Companion Spotlight: Ahmad Zamzam | Duke Department of Neurology

In the suburbs of Damascus, where Ahmad Zamzam, MD, grew up, a local expression translates into English as “Stroke? Don’t even bother with the processing. Disturbed by the lack of options reflected in that sentence, Zamzam decided he wanted to make a difference. Today, Zamzam acts as a “preventive” member of our Stroke Service as one of our Vascular Neurology Fellows. In this week’s Spotlight interview, Zamzam talks about the lifelong pursuit of localization that led him to neurology, his plans to establish his own practice, and his fascination with horology when he is not at work.

What are your current responsibilities as a Vascular Neurology Fellow? What does a typical day look like for you?
I usually start my day early with baklava and Turkish coffee while I go through tests and pictures that were done overnight for stroke ward patients. I visualize a plan for the day, then I go to work. As a member of Stroke, my responsibilities include leading the DUH Stroke Inpatient Service as a “pretend” and creating an educational environment for all team members. We have the most amazing people in the world!

How and when did you become interested in neurology?
Neurologists and their eternal quest for “location” – we run around looking for the part or parts of the nervous system that might be broken, visualize possible neurological deficits based on the location of the part or parts we think are broken, and then we try to process also based on the location of the part or parts that we think are broken. As you can see, it requires a lot of imagination and mental drawing of models and figures. All in an effort to “localize”. It is essentially caricature. My favourite hobby. Hence my passion for neurology.

How did you decide to specialize in stroke and vascular neurology in particular?
There is a metaphor from my small hometown in Al-Nabek on the outskirts of Damascus, Syria, which translates from my mother tongue to English as: “Stroke? oh, don’t even bother to heal. The analogy between a stroke and an incurable disease always bothered me growing up. Especially after losing loved ones to stroke. I decided there was more room for faith and hope in stroke treatment and that I would make a difference.

Besides that obvious difference you mentioned, how do trends in stroke incidence, treatment, and recovery in Syria compare to those in the United States?
Stroke is a poorly understood pathological entity in Syria. As such, I can imagine it would be difficult to quantify the incidence and impact of strokes there. Most of it stems from the lack of importance given to preventive medicine (primary or secondary) and the lack of resources for rehabilitation. P
Patients with heavy deficits end up being sent home, rather than being sent to acute rehabilitation or skilled nursing facilities. This pretty much eliminates their chances of proper recovery and healing. It also adds an additional burden to families who are already struggling socio-economically. All of these factors, and more, add up to shape this defeatist perspective of the community towards stroke. I am determined to build a better future for all by collaborating with other aspiring healthcare providers towards much-needed change.

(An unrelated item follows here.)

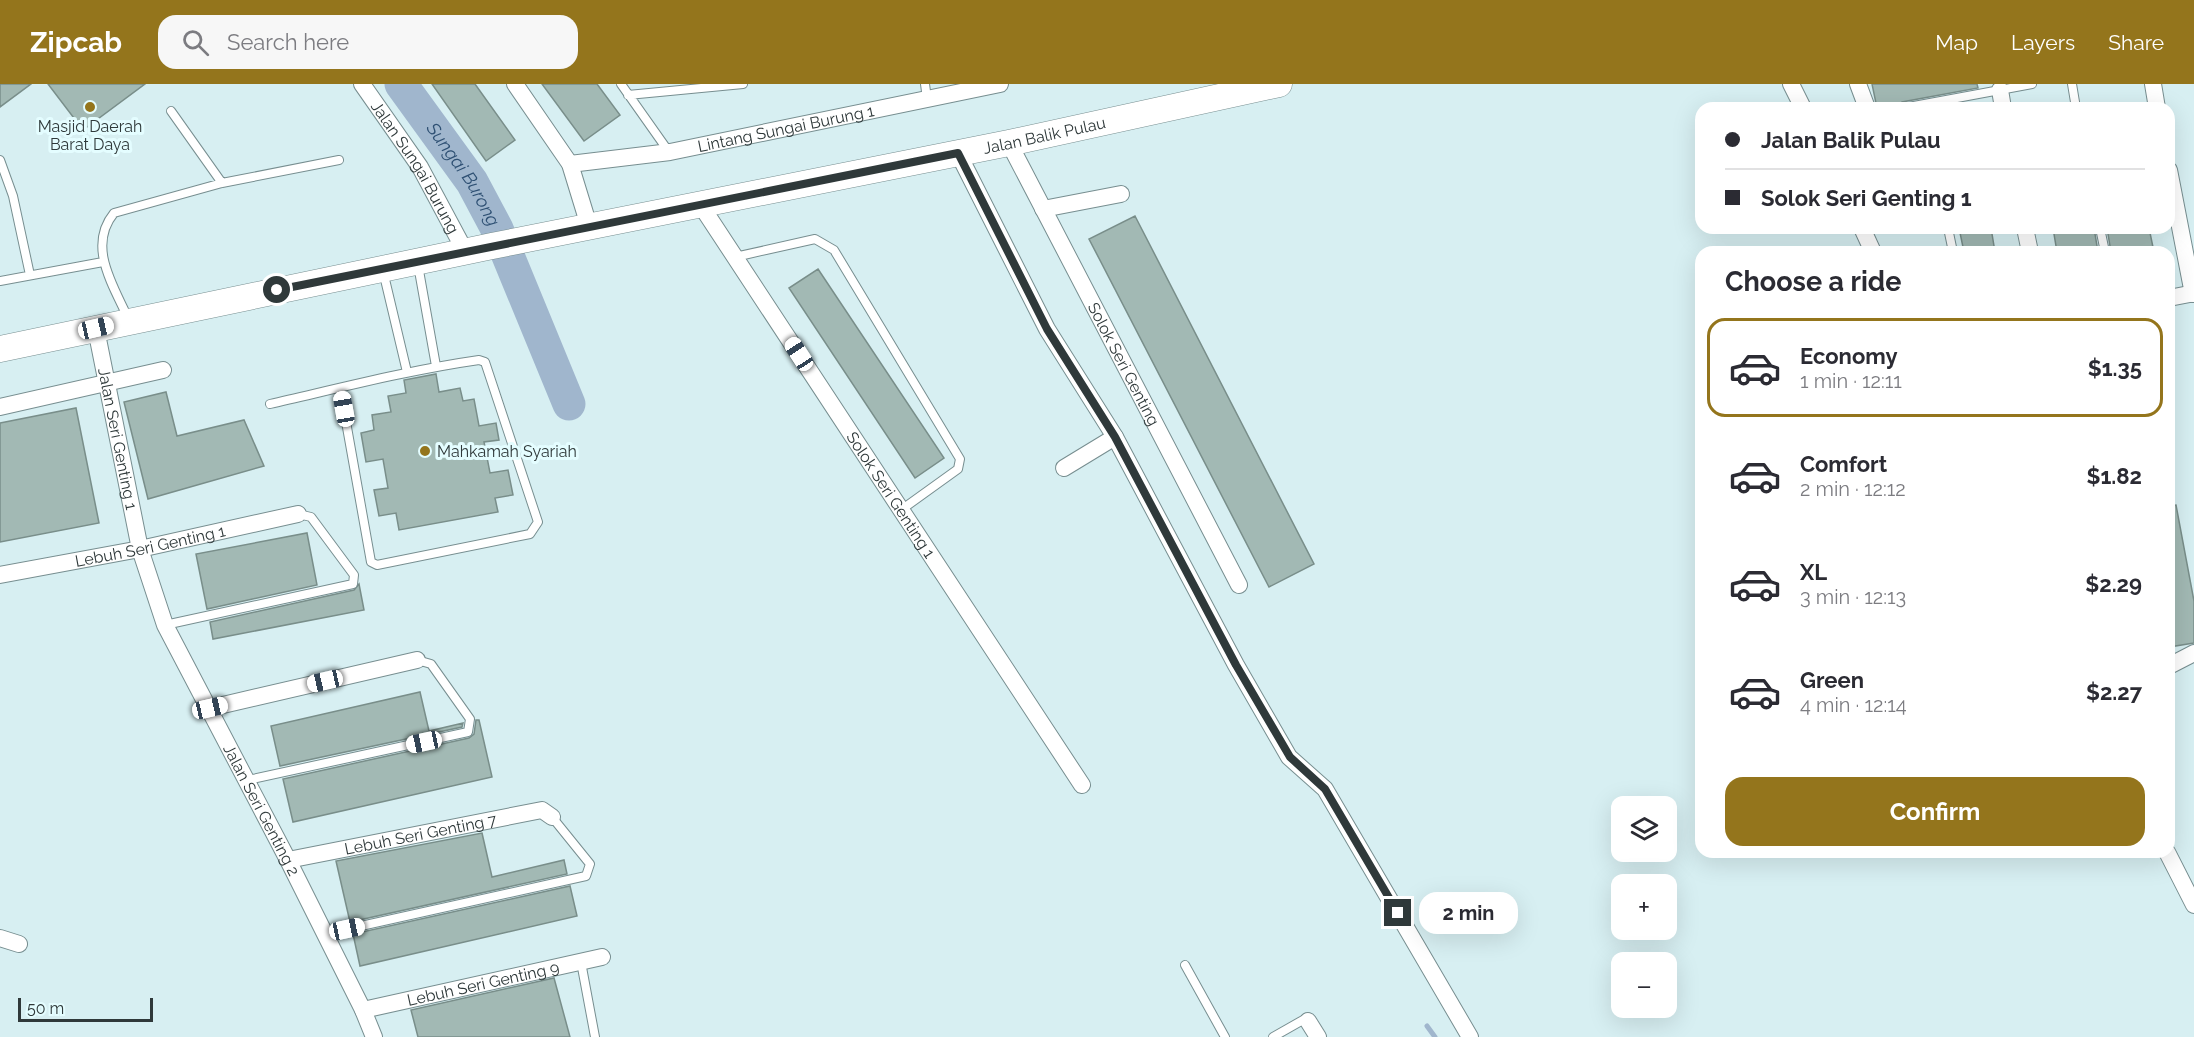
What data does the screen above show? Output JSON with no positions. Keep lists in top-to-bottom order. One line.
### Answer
{"streets":{"main road":["Jalan Balik Pulau"],"street":["Lintang Sungai Burung 1","Jalan Sungai Burung","Solok Seri Genting","Jalan Seri Genting 1","Solok Seri Genting 1","Lebuh Seri Genting 1","Jalan Seri Genting 2","Lebuh Seri Genting 7","Lebuh Seri Genting 9"]},"crossings":[["Jalan Balik Pulau","Jalan Sungai Burung"],["Jalan Balik Pulau","Solok Seri Genting"],["Jalan Balik Pulau","Jalan Seri Genting 1"],["Jalan Balik Pulau","Solok Seri Genting 1"],["Jalan Seri Genting 1","Lebuh Seri Genting 1"],["Jalan Seri Genting 1","Jalan Seri Genting 2"],["Lebuh Seri Genting 1","Jalan Seri Genting 2"],["Jalan Seri Genting 2","Lebuh Seri Genting 7"],["Jalan Seri Genting 2","Lebuh Seri Genting 9"]],"water":["Sungai Burong"],"places":["Masjid Daerah Barat Daya","Mahkamah Syariah"],"scale_bar":"50 m","page":{"header":"Zipcab","search":"Search here","nav":["Map","Layers","Share"],"banner":["Jalan Balik Pulau","Solok Seri Genting 1"],"heading":"Choose a ride","list":[{"name":"Economy","note":"1 min · 12:11","value":"$1.35"},{"name":"Comfort","note":"2 min · 12:12","value":"$1.82"},{"name":"XL","note":"3 min · 12:13","value":"$2.29"},{"name":"Green","note":"4 min · 12:14","value":"$2.27"}],"buttons":"Confirm","map_buttons":["+","−"],"bubble":"2 min","scale":"50 m"}}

What plans do you have for after completing your fellowship?
Traveling around the world before starting my practice, starting with Istanbul, Turkey.

Where do you hope to establish your practice?
It really depends on where I am in my professional career. For now, I would like to practice somewhere with access to a major international airport with inbound and outbound global destinations. Being able to fly direct to visit my family in Canada and the Middle East, and vice versa, is so convenient.

If you could have any job in the world, what would it be?
An expert taster of Mediterranean cuisine.

What is one experience from your time as a fellow so far that has been particularly memorable or helpful to you?
Working with leading experts from different departments to help CRAO patients regain their vision. The availability of a multitude of treatments ranging from tPA IV to hyperbaric to phenomenal nursing really warms my heart.

What do you like most about your job?
The incredible friendships and all the learning here at Duke.

What is the hardest part of your job?
Knowing that there are communities that are still not within reach of a comprehensive stroke center. I am optimistic about the future of stroke education and treatment and the scope of care.

What other passions or hobbies do you have outside of the department?
I love everything related to watchmaking. I spend hours reading blogs and watching watch vlogs. I can talk nonstop about the art of making and working mechanical timepieces. It’s art at its best. So captivating!

Zamzam shared this photo of himself in Georgetown, Washington DC on game day.